_Goal of the exercise_
Using the data below, return every line that holds the word "from".

_Data records_
***

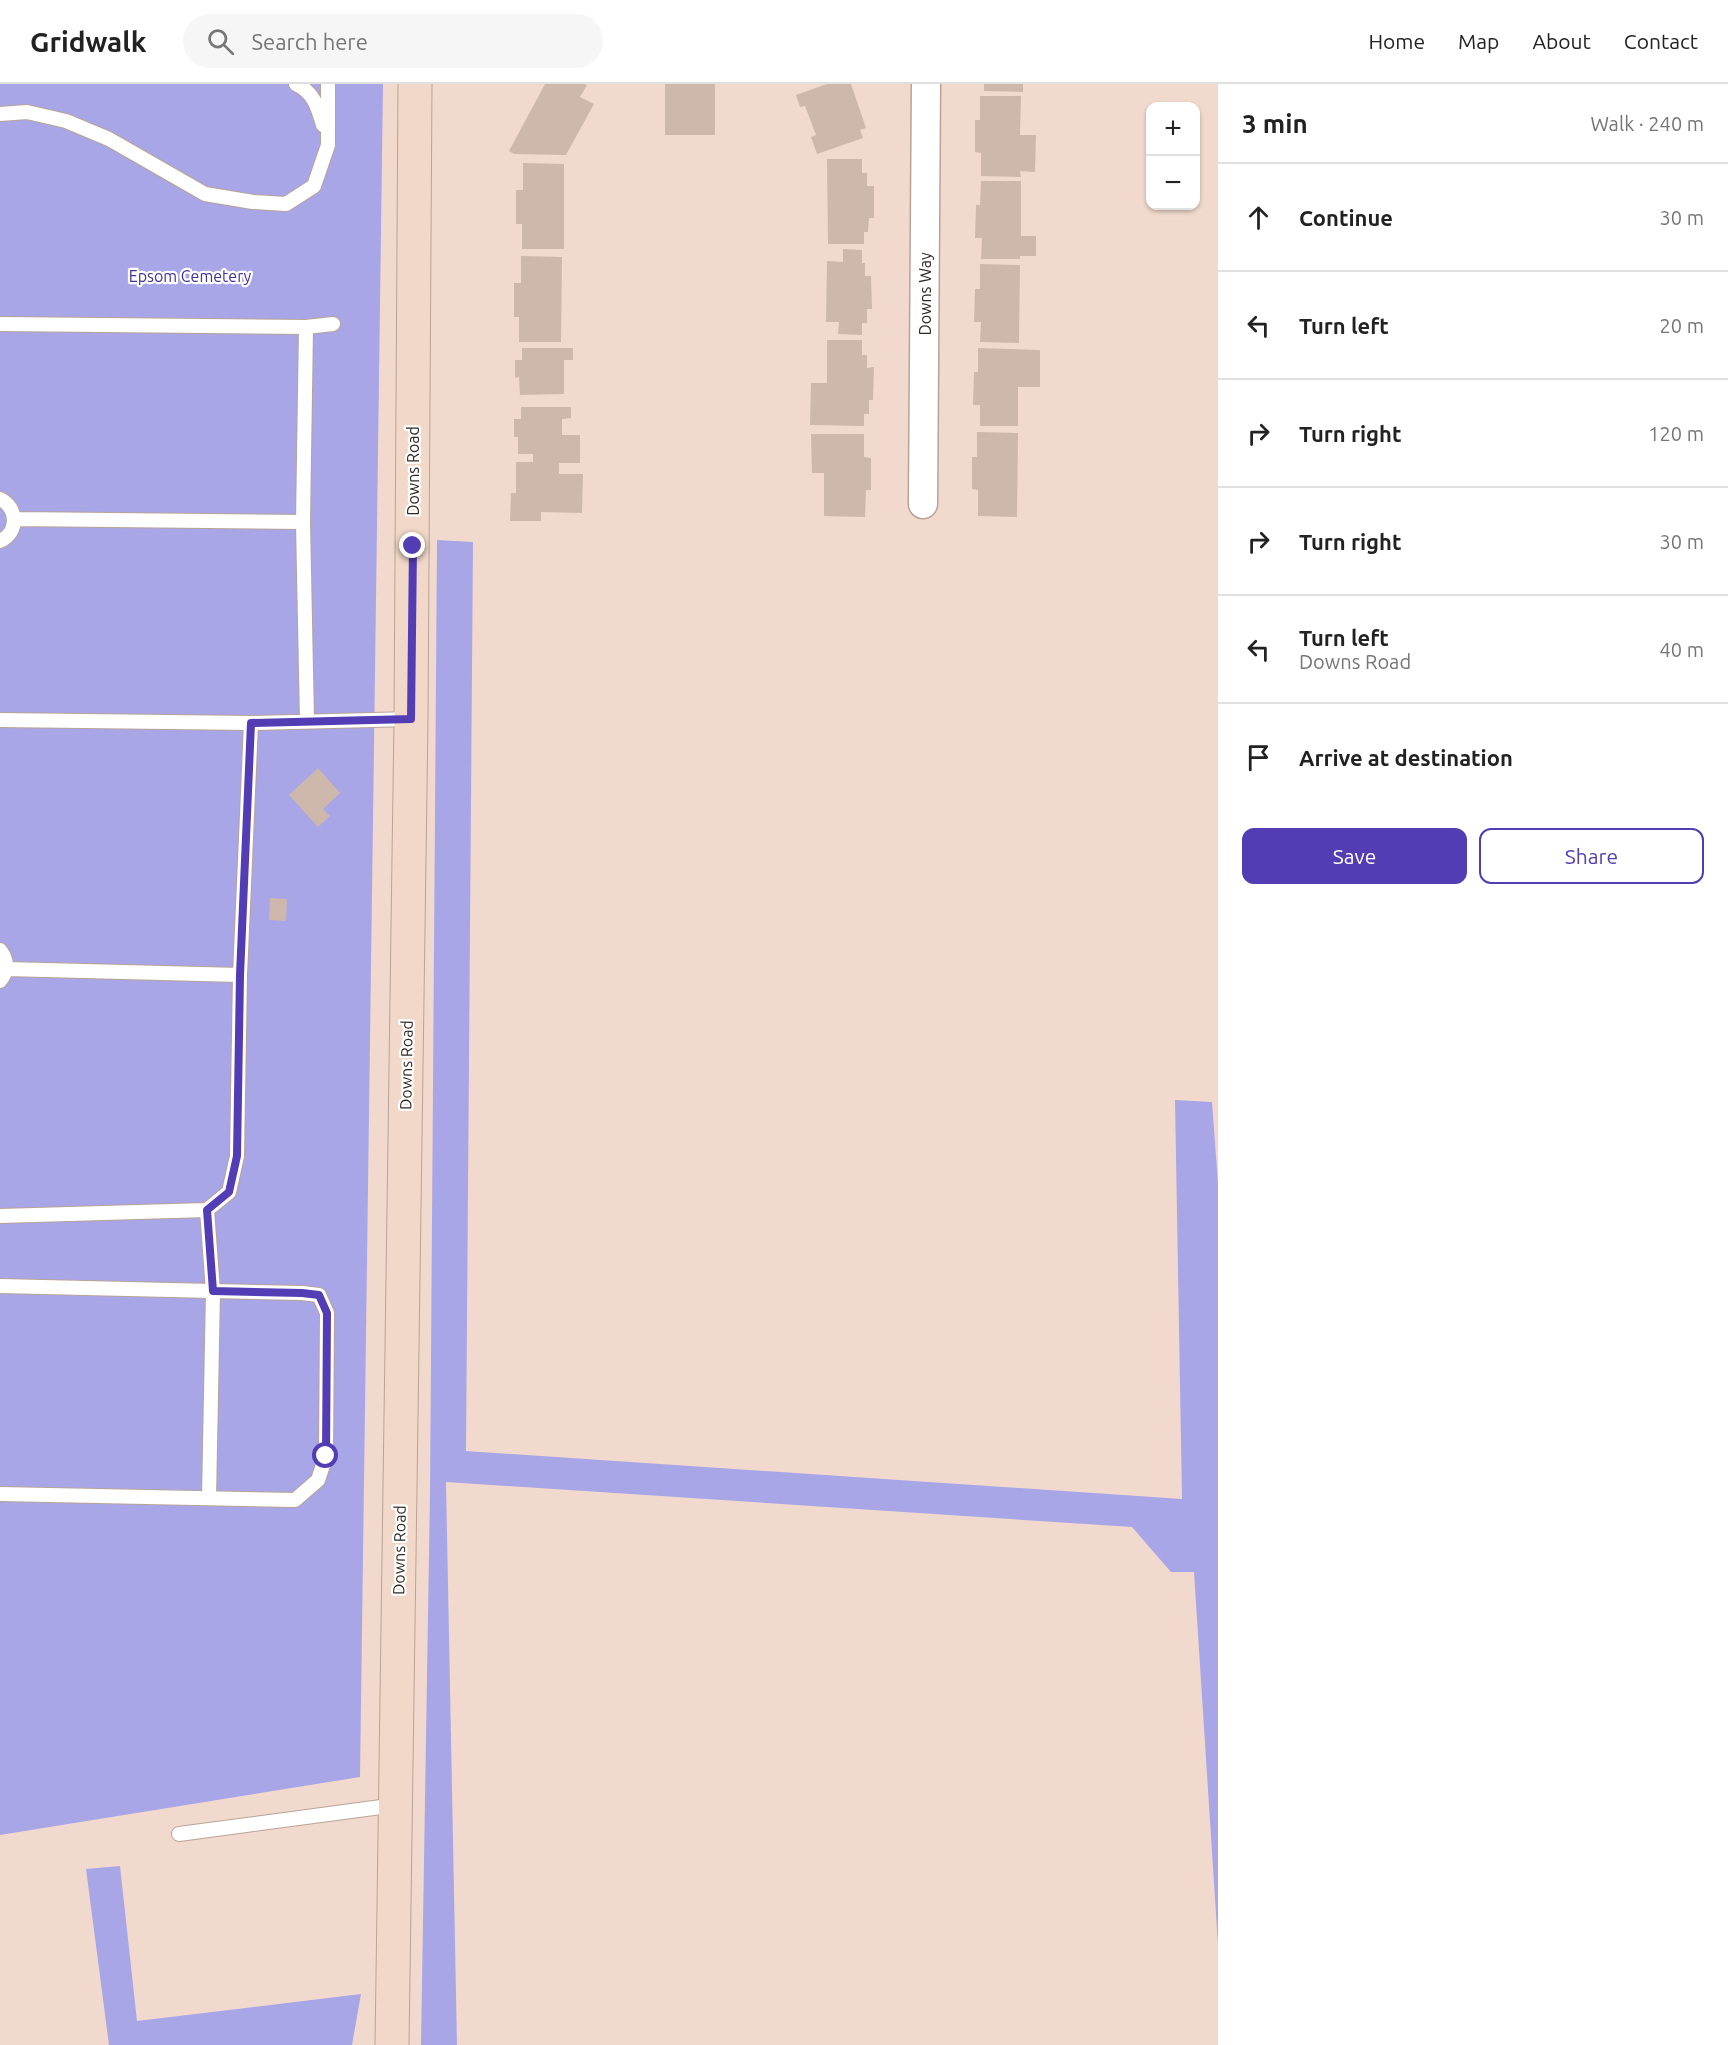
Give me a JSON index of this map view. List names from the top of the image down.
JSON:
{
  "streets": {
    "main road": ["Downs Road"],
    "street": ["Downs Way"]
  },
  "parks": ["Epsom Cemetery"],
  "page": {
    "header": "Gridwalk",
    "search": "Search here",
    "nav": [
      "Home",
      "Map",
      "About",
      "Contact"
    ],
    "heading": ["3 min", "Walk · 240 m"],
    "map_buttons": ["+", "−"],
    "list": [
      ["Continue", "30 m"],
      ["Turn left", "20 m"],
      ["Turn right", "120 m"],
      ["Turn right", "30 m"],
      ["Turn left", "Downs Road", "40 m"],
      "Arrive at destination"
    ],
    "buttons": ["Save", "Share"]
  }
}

***

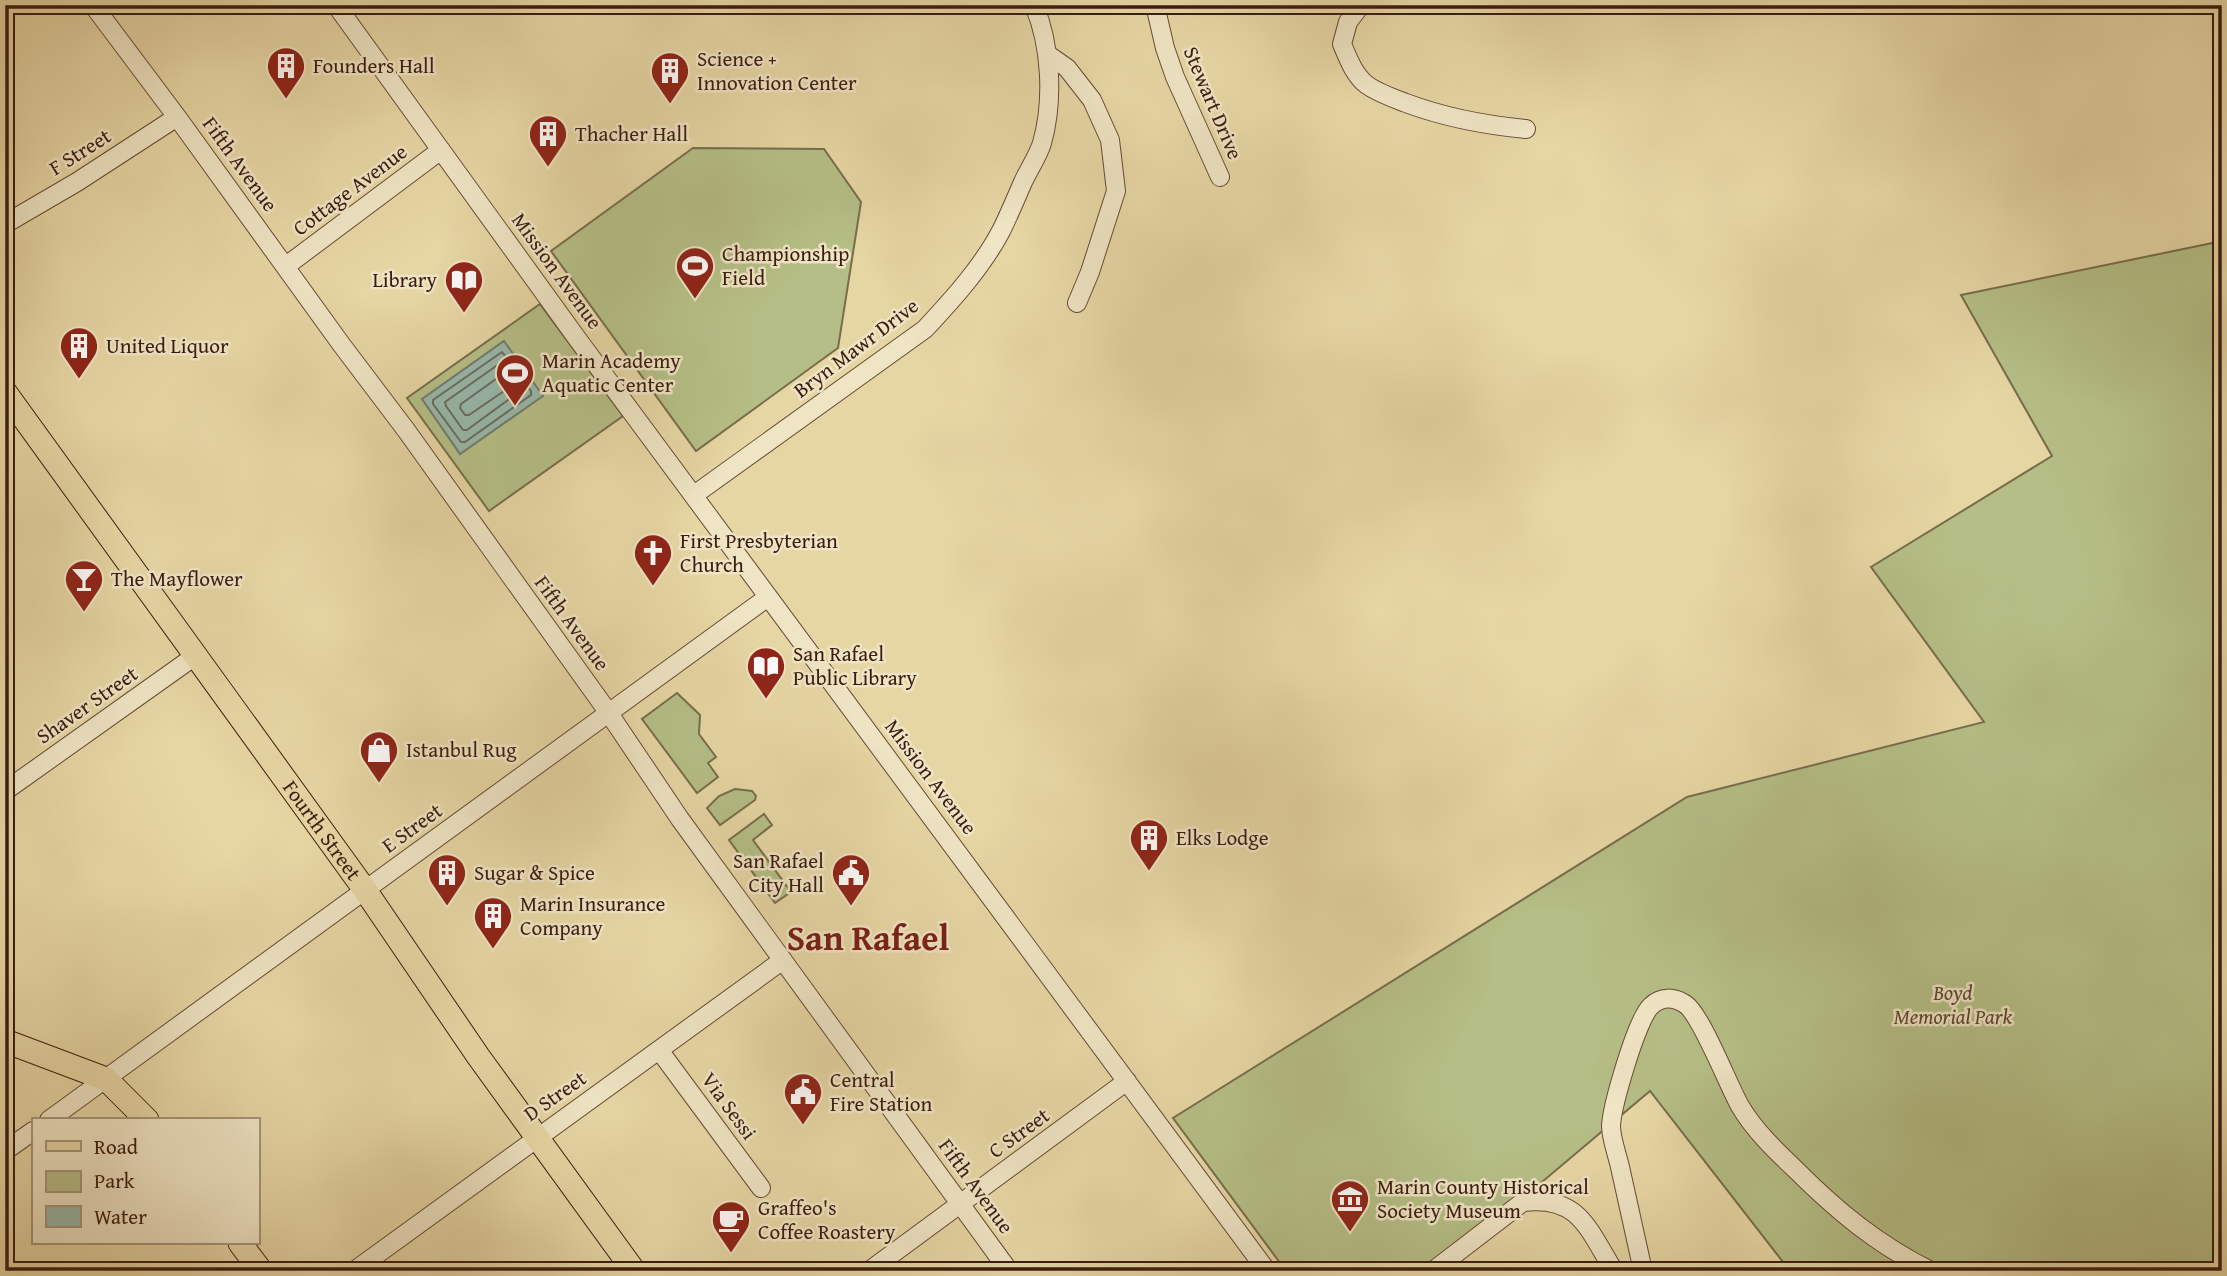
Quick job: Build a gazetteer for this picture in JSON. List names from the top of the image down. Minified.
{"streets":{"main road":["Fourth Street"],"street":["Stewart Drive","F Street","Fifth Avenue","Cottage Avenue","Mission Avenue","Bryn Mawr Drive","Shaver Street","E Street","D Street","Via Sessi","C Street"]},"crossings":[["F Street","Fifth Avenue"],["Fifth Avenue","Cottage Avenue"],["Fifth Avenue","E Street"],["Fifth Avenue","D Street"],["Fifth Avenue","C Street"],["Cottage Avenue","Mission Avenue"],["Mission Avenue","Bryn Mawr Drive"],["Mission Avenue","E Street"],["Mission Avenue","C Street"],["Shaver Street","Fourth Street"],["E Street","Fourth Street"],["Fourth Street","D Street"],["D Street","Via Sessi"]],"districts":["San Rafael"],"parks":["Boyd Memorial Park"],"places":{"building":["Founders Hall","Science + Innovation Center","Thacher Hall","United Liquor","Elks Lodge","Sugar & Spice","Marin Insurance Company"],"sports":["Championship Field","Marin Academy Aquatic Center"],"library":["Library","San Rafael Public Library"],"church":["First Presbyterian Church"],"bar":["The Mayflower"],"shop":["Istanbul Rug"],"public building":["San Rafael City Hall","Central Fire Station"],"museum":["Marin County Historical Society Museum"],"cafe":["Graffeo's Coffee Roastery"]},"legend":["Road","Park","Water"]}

***

_The completed task_
Give me a JSON index of this map view. List names from the top of the image down.
Quick job: Build a gazetteer for this picture in JSON. List names from the top of the image down. Minified.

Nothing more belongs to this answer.